Les investissements publics en recherche sont déphasés par rapport aux besoins actuels. Alors que moins de 20 % des fonds consacrés à la recherche par l'État québécois sont orientés vers les sciences sociales et humaines, les arts et les lettres, ces domaines regroupent plus de la moitié des chercheurs universitaires et près des deux tiers des étudiants inscrits aux 2e et 3e cycles dans nos universités.
De même, le Fonds québécois de recherche sur la société et la culture (FQRSC), chargé d'évaluer la qualité scientifique des travaux financés dans ces secteurs, ne se voit octroyer que 26 % des fonds publics attribués aux trois organismes subventionnaires que compte le Québec.
Or, contrairement aux sciences de la nature et de la santé, les sciences sociales et humaines, les arts et les lettres ne peuvent généralement pas compter sur le soutien du secteur privé. Cet état de fait accentue davantage la disproportion des ressources mises à la disposition des différents champs du savoir. Il s'ensuit que l'essentiel des fonds destinés aux sciences sociales et humaines, aux arts et aux lettres sont d'origine publique. Le financement de la recherche dans ces secteurs répond, en effet, à une mission essentielle de l'État.
Une politique de deux sous
Les effets des compressions en recherche, on le comprend maintenant, sont beaucoup plus dévastateurs pour les sciences humaines et sociales que dans tous les autres champs de la connaissance. En regard des 50 milliards de dépenses prévus au budget annuel de l'État québécois, les investissements dans ces domaines ne représentent tout au plus que deux sous pour chaque tranche de 10 $ engagés dans la définition et la mise en oeuvre des politiques publiques... Faut-il commenter davantage ?
Cette réalité statistique en dissimule une autre, plus difficile à chiffrer : les sciences humaines et sociales contribuent au développement de champs de connaissance qui ne produisent pas toujours de retombées financières immédiates. Les travaux qui y sont menés engendrent des bénéfices sociaux souvent difficiles à quantifier, notamment parce qu'ils sont réalisés en amont des problèmes qu'ils visent à prévenir.
On oublie trop souvent que toute politique publique repose sur des connaissances fondamentales issues de travaux menés de longue haleine par des chercheurs déterminés. C'est le cas dans pratiquement tous les secteurs de l'action publique en matière de services sociaux, de petite enfance, de réinsertion sociale des jeunes contrevenants, de conciliation travail-famille, de réforme du système électoral, d'intégration de la diversité culturelle, d'économie sociale, de politique culturelle, etc.

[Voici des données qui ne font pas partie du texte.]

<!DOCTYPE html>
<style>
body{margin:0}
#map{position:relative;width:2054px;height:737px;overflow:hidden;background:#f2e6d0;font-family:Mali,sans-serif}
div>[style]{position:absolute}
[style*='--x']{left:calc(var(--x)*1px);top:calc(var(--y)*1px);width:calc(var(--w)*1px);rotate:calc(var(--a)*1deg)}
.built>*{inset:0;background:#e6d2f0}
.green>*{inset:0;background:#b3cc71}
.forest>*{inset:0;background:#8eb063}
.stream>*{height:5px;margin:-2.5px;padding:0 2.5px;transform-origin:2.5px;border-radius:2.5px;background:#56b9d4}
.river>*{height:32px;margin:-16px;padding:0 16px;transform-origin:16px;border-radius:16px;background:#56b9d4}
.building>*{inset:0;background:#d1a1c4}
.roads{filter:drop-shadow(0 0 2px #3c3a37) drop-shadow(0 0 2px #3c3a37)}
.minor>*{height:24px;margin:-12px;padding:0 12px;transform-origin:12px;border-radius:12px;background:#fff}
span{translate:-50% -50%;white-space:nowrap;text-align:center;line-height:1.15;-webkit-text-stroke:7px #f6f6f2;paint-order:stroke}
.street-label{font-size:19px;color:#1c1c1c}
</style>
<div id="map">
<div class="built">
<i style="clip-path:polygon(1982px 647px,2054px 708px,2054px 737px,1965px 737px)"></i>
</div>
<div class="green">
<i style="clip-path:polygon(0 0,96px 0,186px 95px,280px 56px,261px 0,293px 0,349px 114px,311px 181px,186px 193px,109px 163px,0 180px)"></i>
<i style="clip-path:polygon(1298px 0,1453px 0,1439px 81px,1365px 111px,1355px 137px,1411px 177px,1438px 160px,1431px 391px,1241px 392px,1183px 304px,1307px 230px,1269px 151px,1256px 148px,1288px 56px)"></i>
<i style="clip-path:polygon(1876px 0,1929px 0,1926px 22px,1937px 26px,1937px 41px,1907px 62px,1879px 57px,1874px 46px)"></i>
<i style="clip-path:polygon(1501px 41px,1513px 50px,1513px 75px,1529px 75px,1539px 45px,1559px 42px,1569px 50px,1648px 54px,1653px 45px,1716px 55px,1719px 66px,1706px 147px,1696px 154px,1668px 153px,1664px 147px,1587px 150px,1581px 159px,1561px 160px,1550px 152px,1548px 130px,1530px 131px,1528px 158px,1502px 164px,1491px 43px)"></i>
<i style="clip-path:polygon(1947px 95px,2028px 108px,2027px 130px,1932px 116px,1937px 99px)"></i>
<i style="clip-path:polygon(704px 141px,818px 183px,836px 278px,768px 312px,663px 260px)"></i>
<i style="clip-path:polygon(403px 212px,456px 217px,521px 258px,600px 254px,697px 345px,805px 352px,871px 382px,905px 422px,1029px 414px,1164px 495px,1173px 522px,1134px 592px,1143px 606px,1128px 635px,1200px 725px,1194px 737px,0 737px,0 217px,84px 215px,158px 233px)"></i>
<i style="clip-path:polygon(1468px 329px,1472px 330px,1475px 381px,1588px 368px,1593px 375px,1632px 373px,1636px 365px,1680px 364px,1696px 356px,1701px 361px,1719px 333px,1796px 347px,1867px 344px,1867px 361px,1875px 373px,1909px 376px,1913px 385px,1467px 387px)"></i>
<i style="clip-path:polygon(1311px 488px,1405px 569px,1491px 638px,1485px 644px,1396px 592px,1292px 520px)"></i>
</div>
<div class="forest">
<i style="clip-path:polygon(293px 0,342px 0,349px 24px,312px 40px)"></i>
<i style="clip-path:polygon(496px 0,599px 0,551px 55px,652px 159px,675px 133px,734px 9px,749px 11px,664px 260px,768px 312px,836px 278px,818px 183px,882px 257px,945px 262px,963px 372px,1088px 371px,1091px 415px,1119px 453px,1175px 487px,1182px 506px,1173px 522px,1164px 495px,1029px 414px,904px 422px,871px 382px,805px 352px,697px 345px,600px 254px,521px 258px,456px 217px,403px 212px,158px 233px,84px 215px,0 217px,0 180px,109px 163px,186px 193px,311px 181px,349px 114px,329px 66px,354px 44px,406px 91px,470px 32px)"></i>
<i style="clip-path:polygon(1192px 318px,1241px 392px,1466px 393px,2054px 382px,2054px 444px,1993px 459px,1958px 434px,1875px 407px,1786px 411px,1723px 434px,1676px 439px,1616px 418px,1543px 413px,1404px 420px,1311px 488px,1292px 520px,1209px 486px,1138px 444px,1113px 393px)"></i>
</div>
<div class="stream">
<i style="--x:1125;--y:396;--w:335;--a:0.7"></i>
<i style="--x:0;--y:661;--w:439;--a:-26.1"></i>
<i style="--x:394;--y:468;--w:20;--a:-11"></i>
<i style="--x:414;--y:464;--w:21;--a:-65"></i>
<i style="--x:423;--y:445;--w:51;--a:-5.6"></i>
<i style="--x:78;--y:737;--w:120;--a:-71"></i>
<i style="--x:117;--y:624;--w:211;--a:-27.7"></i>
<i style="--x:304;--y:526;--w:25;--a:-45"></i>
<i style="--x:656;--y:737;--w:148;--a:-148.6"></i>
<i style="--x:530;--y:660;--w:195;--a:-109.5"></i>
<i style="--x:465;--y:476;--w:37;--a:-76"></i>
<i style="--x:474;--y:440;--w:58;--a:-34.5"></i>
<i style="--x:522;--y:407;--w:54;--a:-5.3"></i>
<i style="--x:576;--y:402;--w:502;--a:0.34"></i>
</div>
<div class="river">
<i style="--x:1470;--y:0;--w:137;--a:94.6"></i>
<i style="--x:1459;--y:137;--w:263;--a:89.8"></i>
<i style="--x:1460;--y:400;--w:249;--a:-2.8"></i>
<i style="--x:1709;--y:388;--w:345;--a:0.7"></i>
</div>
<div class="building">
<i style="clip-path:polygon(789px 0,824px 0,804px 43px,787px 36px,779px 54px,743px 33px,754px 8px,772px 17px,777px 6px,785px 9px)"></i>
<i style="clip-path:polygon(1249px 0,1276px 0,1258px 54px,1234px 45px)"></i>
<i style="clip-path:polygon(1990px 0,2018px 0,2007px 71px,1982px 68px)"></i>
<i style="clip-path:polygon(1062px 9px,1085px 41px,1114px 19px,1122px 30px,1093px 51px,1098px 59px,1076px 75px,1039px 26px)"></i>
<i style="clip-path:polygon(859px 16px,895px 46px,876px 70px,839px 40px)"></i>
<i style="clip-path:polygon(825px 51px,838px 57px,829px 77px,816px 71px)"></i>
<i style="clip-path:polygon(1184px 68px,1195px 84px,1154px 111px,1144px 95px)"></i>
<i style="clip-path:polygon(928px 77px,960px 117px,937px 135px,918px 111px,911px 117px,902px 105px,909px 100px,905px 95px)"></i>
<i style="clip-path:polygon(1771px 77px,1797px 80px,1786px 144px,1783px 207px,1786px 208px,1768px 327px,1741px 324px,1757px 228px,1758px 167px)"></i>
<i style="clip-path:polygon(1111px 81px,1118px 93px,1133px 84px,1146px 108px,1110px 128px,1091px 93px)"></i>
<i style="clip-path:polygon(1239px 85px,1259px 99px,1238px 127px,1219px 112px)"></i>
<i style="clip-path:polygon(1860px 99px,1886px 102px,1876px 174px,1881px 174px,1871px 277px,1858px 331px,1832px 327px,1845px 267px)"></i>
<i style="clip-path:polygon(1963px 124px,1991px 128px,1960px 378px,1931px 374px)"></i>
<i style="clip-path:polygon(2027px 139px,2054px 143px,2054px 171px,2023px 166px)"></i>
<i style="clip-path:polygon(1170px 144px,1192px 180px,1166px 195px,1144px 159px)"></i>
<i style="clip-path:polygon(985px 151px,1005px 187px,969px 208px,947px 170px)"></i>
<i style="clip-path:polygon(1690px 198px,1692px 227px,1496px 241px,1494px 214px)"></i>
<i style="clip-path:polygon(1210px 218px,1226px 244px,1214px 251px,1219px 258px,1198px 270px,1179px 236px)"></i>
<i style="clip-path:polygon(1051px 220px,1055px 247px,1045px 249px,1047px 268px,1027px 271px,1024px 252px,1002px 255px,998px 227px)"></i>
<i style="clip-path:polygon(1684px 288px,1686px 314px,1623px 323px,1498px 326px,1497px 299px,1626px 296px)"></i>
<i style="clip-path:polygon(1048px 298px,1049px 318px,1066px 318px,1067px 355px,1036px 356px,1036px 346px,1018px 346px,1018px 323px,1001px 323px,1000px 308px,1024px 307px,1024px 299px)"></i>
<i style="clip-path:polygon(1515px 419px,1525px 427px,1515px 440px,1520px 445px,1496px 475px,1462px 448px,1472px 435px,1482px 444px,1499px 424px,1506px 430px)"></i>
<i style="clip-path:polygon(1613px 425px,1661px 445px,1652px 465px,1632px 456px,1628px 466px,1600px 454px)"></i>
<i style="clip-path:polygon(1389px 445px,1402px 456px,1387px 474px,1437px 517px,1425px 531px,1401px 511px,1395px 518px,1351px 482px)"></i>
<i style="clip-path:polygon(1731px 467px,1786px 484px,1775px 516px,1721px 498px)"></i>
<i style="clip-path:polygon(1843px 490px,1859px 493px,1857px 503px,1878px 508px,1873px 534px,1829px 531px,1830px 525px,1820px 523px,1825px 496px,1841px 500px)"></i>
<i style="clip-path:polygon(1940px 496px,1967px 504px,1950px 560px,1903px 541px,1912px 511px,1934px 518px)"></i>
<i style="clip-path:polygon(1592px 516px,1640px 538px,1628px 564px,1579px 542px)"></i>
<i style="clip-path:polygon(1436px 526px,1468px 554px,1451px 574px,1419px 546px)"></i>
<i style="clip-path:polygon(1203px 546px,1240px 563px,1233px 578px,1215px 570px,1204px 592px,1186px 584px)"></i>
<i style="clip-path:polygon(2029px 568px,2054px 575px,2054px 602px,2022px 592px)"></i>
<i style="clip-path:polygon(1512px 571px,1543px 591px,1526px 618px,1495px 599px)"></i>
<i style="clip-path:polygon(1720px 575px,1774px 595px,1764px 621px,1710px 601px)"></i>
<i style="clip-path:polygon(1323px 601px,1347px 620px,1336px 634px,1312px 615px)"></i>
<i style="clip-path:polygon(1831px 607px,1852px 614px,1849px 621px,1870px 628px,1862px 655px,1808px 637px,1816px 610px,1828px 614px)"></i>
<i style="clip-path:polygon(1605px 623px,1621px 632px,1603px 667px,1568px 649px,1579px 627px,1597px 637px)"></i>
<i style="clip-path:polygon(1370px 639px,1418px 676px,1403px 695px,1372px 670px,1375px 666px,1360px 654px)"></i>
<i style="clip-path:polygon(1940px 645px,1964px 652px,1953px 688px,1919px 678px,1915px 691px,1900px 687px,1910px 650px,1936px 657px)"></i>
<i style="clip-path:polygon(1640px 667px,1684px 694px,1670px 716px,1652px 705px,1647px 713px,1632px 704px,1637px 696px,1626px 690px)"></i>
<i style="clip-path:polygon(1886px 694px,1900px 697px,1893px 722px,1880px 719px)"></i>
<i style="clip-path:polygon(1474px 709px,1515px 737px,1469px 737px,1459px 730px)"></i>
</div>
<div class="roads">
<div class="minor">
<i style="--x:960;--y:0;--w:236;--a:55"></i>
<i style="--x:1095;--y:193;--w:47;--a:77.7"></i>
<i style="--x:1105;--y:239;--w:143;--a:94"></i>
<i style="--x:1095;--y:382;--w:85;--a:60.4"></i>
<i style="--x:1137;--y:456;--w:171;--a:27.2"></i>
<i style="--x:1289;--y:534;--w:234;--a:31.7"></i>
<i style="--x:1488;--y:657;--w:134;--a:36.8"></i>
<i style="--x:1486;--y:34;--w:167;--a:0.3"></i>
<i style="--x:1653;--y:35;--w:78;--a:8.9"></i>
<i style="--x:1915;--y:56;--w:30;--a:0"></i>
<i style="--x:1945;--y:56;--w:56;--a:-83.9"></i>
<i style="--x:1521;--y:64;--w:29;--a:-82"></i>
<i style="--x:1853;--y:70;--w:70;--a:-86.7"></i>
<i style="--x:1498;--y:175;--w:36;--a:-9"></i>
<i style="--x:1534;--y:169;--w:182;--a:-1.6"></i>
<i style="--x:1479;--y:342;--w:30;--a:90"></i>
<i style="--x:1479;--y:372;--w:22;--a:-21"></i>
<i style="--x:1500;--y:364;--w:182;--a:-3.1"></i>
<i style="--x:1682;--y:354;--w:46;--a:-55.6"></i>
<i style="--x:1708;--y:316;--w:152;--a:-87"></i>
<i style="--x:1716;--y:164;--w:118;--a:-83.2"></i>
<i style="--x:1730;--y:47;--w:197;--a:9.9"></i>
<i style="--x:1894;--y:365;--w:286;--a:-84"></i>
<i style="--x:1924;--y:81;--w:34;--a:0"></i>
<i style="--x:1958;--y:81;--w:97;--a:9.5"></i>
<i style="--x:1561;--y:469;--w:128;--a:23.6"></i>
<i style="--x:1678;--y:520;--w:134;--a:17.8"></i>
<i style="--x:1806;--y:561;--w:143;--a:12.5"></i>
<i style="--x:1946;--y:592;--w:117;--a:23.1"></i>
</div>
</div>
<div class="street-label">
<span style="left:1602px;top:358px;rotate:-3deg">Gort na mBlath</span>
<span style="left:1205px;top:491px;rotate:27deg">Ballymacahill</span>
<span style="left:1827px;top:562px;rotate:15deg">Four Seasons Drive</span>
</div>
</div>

L'État québécois doit prendre l'initiative d'un réinvestissement dans ces domaines et la communauté scientifique attend un signal clair. Quatre arguments suffisent à justifier cet engagement.
Encourager la relève
Le premier réside dans la nécessité de lever l'hypothèque que l'insuffisance des fonds fait peser sur la relève scientifique. Déjà, au cours des années 1990, les compressions budgétaires imposées aux universités avaient provoqué d'importantes ruptures au sein de certaines cohortes de chercheurs et retardé sinon compromis le renouvellement du corps professoral.
En dépit d'une conjoncture financière difficile, des expertises en recherche se sont néanmoins développées au sein des nouvelles générations, souvent au prix d'importants sacrifices personnels. Comme en témoignent les résultats des concours de l'année 2003-2004, le nombre des demandes de financement soumises au FQRSC a augmenté de manière spectaculaire.
C'est pourtant dans ce contexte de croissance de la demande que la capacité de financement du Fonds a été réduite de 7 %. En dépit d'un accroissement de 21,5 % des demandes de subvention de recherche, seulement 55 % des projets recommandés pour leur qualité scientifique ont été financés. L'ensemble de ces projets recommandés totalisaient 20,8 millions mais n'ont pu être soutenus qu'à hauteur de 7,7 millions.
L'impact des compressions est tout aussi considérable sur l'octroi des bourses d'excellence et le soutien à la relève scientifique. Malgré une augmentation de 36 % des demandes aux programmes de bourses de maîtrise et de doctorat, la proportion des bourses attribuées par le FQRSC ne représentait que 18 % de celles qui avaient été recommandées, soit seulement 254 des 1409 candidatures soumises ! Tout cela survient alors que le soutien financier des étudiants sous forme de bourses vient d'être coupé de 100 millions.
Parallèlement, seulement 48 % des 234 demandes présentées aux programmes d'établissement des nouveaux professeurs, chercheurs et créateurs ont été financées. Plus spécifiquement, 26 % des projets de recherche recommandés par les comités d'évaluation n'ont pu être subventionnés faute de budget, alors qu'il s'agit précisément de professeurs en début de carrière. Les montants des subventions octroyées dans ces programmes ont du reste été réduits de 35 %. Il faut inverser le mouvement et renforcer la relève en recherche.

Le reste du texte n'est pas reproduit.